=== WORK ORDER ===
The answer must consist of every line in the data below that holds the word "nowrap".
---------- GIVEN DATA
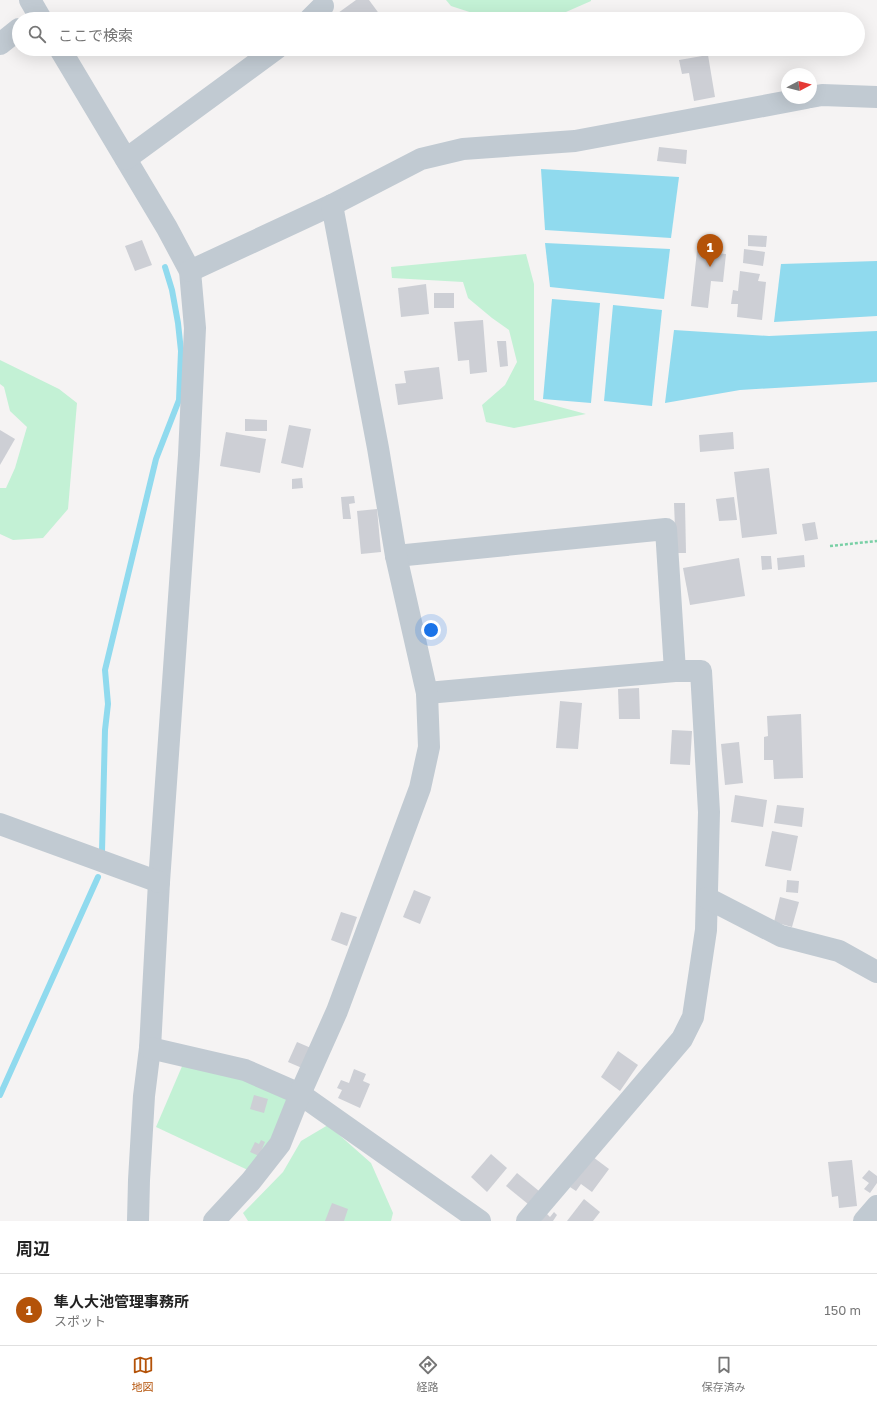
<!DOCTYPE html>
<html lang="ja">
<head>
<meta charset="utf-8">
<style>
	body { margin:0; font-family:"Golos Text","Noto Sans JP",sans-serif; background:#f2f2f2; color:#222 }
	.compass { position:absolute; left:781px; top:68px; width:36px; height:36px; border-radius:50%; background:#fff; box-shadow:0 4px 16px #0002; rotate:83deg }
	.you { position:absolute; left:431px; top:630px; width:14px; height:14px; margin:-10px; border:3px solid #fff; border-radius:50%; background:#1a73e8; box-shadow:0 0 0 6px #1a73e833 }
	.badge { display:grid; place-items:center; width:26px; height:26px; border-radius:50%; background:#b45309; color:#fff; font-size:13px; font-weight:700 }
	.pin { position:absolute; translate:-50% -33px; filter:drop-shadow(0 1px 2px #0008) }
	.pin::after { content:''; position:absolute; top:21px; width:14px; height:12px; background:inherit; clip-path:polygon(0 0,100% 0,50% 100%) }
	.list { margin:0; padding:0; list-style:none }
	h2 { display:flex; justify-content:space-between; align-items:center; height:52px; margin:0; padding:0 16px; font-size:17px }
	h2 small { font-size:13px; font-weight:400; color:#767676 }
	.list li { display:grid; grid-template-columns:26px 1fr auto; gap:12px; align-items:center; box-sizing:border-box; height:72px; padding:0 16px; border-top:1px solid #e0e0e0 }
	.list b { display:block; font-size:15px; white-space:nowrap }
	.list p { margin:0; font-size:13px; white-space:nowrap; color:#767676 }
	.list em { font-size:13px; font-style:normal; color:#767676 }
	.icon { flex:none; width:22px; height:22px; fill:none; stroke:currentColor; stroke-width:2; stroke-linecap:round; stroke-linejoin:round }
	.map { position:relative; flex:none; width:877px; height:1221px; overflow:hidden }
	.search { position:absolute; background:#fff; box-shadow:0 4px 16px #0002; left:12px; right:12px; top:12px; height:44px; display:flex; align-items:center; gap:10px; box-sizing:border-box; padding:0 14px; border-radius:22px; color:#767676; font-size:15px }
	.sheet { height:124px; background:#fff }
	nav { display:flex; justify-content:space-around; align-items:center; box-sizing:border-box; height:56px; border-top:1px solid #e0e0e0; background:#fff; font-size:11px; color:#767676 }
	nav a { display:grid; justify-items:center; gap:2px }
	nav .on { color:#b45309 }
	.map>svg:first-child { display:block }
</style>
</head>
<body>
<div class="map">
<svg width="877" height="1221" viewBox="0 0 877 1221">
	<rect width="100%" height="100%" fill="#f5f3f3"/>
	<g fill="#c3f1d5">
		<polygon points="446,0 591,0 591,1 550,19 491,19 451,6"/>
		<polygon points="526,254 534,284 534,400 586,414 514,428 486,422 482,405 505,385 517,362 509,330 492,318 468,298 463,282 392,278 391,267"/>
		<polygon points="0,360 59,389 77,403 68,509 43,538 13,540 0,534 0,488 6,488 15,468 27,427 10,411 4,387 0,384"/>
		<polygon points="183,1064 235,1075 285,1095 289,1105 275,1141 250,1171 156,1127"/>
		<polygon points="328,1125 371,1163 393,1213 391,1221 248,1221 243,1213 283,1172 301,1141"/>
	</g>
	<g fill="#90daee">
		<polygon points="541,169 679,177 671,238 545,230"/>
		<polygon points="545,243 670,249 664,299 550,287"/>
		<polygon points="877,261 877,316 774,322 781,264"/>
		<polygon points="552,299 600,303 591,403 543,399"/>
		<polygon points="613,305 662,310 652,406 604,401"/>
		<polygon points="674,330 769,336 877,331 877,382 740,390 665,403"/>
	</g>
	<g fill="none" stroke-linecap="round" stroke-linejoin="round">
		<g stroke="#90daee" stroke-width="6">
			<polyline points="102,852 105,730 108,704 105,670 156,459 179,400 181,351 178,323 172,290 165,267"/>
			<polyline points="0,1095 98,877"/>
		</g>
	</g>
	<g fill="#cdcfd5">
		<polygon points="356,0 369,0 383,19 342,19 338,13"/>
		<polygon points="708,55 715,97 694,101 689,73 682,74 679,60"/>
		<polygon points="659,147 687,150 686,164 657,161"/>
		<polygon points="748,235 767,236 766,247 748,246"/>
		<polygon points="142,240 152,265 135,271 125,246"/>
		<polygon points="744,249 765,252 763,266 743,263"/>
		<polygon points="697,251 726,254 723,282 711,281 708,308 691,306"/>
		<polygon points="740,271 760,274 758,281 766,282 762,320 737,317 738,304 731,304 733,290 738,291"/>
		<polygon points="426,284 429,314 401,317 398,288"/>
		<rect x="434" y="293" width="20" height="15"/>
		<polygon points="483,320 487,372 470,374 469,360 458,361 454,322"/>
		<polygon points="497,341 506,341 508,366 500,367"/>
		<polygon points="439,367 443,399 398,405 395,384 406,383 404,371"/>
		<polygon points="245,419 267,420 267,431 245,431"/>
		<polygon points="289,425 311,429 303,468 281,463"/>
		<polygon points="0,430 15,439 0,465"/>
		<polygon points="226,432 266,439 260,473 220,466"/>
		<polygon points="733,432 734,449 700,452 699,435"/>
		<polygon points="769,468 777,534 742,538 734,472"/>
		<polygon points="302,478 303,488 292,489 292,479"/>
		<polygon points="354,496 355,503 349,504 351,519 343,519 341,497"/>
		<polygon points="734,497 737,520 719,521 716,499"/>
		<polygon points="674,503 685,503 686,553 676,553"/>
		<polygon points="377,509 381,552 361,554 357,511"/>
		<polygon points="815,522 818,539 805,541 802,524"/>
		<polygon points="804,555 805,567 778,570 777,558"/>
		<polygon points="761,556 771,556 772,569 762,570"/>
		<polygon points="739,558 745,596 690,605 683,568"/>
		<polygon points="639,688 640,719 619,719 618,689"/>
		<polygon points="560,701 582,703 578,749 556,748"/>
		<polygon points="801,714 803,778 774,779 773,760 764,760 764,737 768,736 767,716"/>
		<polygon points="672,730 692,731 690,765 670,764"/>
		<polygon points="739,742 743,783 725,785 721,744"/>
		<polygon points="735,795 767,800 763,827 731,822"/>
		<polygon points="777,805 804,808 802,827 774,823"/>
		<polygon points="772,831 798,836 791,871 765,866"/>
		<polygon points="787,880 799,881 798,893 786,892"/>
		<polygon points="414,890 431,897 420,924 403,917"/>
		<polygon points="780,897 799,902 792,927 774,922"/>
		<polygon points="341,912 357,917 347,946 331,940"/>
		<polygon points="297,1042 311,1048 302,1068 288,1062"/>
		<polygon points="618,1051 638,1065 620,1091 601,1077"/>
		<polygon points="354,1069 366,1074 363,1081 370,1084 360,1108 338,1098 342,1090 337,1088 341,1080 349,1083"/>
		<polygon points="254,1095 268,1099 264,1113 250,1109"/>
		<polygon points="261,1140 265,1142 259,1156 250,1152 255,1142 259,1144"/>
		<polygon points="491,1154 507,1168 487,1192 471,1177"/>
		<polygon points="593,1157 609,1169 592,1192 581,1184 576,1191 570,1187"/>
		<polygon points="852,1160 857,1206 839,1208 838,1196 832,1197 828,1162"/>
		<polygon points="869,1170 877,1176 877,1183 870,1193 864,1189 869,1183 862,1178"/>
		<polygon points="517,1173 539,1191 528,1204 506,1186"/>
		<polygon points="584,1199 600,1212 593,1221 567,1221"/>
		<polygon points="332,1203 348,1209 344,1221 325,1221"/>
		<polygon points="554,1212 557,1215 553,1221 541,1221 546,1213 550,1217"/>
	</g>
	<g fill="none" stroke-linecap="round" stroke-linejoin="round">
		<polyline stroke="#7ad0a6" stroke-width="2.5" stroke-dasharray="3 2" stroke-linecap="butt" points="830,546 877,541"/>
		<g stroke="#c1cad2" stroke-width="22">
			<polyline points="30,0 41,19"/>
			<polyline points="310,19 323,6"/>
			<polyline points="0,44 19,29"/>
			<polyline points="60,49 167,228 190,271 195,328 189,455 159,882 150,1048 144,1096 139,1180 138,1221"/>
			<polyline points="811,97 822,95 877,97"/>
			<polyline points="126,159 276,49"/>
			<polyline points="190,271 332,205 421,159 463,149 575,141 806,98"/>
			<polyline points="396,556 666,529 675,671"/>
			<polyline points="427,693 675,671 701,671 709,812 706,930 693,1017 682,1039 527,1221"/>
			<polyline points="0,824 159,882"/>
			<polyline points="707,898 781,936 839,951 877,972"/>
			<polyline points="150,1048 245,1070 300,1094 480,1221"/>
			<polyline points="214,1221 251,1181 280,1144 300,1094 337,1011 420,788 429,747 427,693 396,556 378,448 332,205"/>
			<polyline points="864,1221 877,1206"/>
		</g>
	</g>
</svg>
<svg class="compass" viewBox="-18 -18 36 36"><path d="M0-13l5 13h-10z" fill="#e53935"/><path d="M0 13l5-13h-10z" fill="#767676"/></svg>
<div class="you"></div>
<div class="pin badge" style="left:710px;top:267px">1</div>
<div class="search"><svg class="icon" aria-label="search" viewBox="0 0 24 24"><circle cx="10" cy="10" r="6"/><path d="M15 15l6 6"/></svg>ここで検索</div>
</div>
<section class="sheet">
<h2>周辺<small></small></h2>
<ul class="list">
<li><span class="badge">1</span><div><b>隼人大池管理事務所</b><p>スポット</p></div><em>150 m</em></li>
</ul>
</section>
<nav>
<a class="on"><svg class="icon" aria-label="map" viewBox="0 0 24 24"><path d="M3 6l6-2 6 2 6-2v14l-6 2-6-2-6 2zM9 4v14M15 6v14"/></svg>地図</a>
<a><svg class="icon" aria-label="directions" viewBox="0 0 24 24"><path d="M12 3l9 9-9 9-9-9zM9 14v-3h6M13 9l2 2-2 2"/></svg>経路</a>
<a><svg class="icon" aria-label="saved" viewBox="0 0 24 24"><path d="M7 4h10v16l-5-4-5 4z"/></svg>保存済み</a>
</nav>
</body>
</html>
--------------------
=== TASK OUTPUT ===
	.list b { display:block; font-size:15px; white-space:nowrap }
	.list p { margin:0; font-size:13px; white-space:nowrap; color:#767676 }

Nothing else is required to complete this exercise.